Manuel Peer è finito in carcere per traffico di anabolizzanti. Il personal trainer 26enne, conosciuto sui social (dove in queste ore è diventato bersaglio degli utenti), si è presentato in tribunale di fronte al giudice per le indagini preliminari Tappeinier, mostrandosi in lacrime e affermando: “Chiedo scusa. Non credevo che quello che stavo facendo fosse grave. Non ho nemmeno fatto guadagni particolari. E mai avrei immaginato che in carcere si stesse così male”. Con lui altre sei persone sono state arrestate tra Roma e Milano dopo un’operazione svolta dai Nas di Trento. Marco Boscarol, il suo avvocato, ha chiesto per lui gli arresti domiciliari ma al momento non verrà modificata la misura cautelare.

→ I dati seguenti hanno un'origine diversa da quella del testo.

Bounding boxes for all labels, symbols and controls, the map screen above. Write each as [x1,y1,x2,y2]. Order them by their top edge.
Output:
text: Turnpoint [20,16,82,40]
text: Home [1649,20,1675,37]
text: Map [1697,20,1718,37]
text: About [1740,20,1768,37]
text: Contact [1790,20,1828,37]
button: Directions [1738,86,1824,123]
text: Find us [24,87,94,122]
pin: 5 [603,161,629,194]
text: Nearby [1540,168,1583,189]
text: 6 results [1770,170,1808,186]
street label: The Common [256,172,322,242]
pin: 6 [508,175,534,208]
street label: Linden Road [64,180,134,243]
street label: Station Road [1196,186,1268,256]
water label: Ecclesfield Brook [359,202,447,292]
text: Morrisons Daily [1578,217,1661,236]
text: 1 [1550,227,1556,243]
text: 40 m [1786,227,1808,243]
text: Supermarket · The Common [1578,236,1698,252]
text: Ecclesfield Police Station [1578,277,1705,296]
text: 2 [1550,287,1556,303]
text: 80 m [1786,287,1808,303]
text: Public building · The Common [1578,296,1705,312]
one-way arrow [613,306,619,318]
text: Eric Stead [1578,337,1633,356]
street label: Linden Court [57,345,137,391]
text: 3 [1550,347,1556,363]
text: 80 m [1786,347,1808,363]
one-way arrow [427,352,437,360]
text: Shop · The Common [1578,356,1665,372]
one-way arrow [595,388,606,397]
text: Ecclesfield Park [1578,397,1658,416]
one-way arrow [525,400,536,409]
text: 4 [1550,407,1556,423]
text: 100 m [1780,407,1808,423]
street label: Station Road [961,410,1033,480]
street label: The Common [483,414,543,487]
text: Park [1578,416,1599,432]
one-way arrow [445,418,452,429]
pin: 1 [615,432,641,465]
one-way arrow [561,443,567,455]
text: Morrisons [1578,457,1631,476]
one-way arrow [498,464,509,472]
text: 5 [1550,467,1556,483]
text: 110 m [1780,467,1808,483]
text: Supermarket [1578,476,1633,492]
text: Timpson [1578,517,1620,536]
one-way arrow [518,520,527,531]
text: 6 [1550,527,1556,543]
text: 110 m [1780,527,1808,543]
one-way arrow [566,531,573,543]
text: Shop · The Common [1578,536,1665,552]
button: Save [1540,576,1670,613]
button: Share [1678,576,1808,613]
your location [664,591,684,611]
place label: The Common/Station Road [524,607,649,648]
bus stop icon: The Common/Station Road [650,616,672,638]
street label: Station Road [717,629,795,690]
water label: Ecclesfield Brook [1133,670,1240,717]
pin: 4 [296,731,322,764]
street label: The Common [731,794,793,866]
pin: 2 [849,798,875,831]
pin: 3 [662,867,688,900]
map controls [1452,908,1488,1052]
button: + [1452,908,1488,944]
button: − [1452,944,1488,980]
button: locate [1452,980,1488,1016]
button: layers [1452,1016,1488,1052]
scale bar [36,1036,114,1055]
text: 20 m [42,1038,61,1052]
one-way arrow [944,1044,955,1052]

Sono varie le ipotesi di reato a suo carico, tra cui traffico di sostanze anabolizzanti e stupefacenti in concorso: inoltre Manuel Peer avrebbe utilizzato sostanze al fine di alterare le prestazioni agonistiche degli atleti e rischia perciò fino a 10 anni di carcere. L’avvocato Boscarol ha depositato una memoria per chiedere se la misura applicata al suo cliente sia adeguata, come spiega il Corriere del Trentino: ha inoltre intenzione di approfondire le 1.100 pagine di fascicolo.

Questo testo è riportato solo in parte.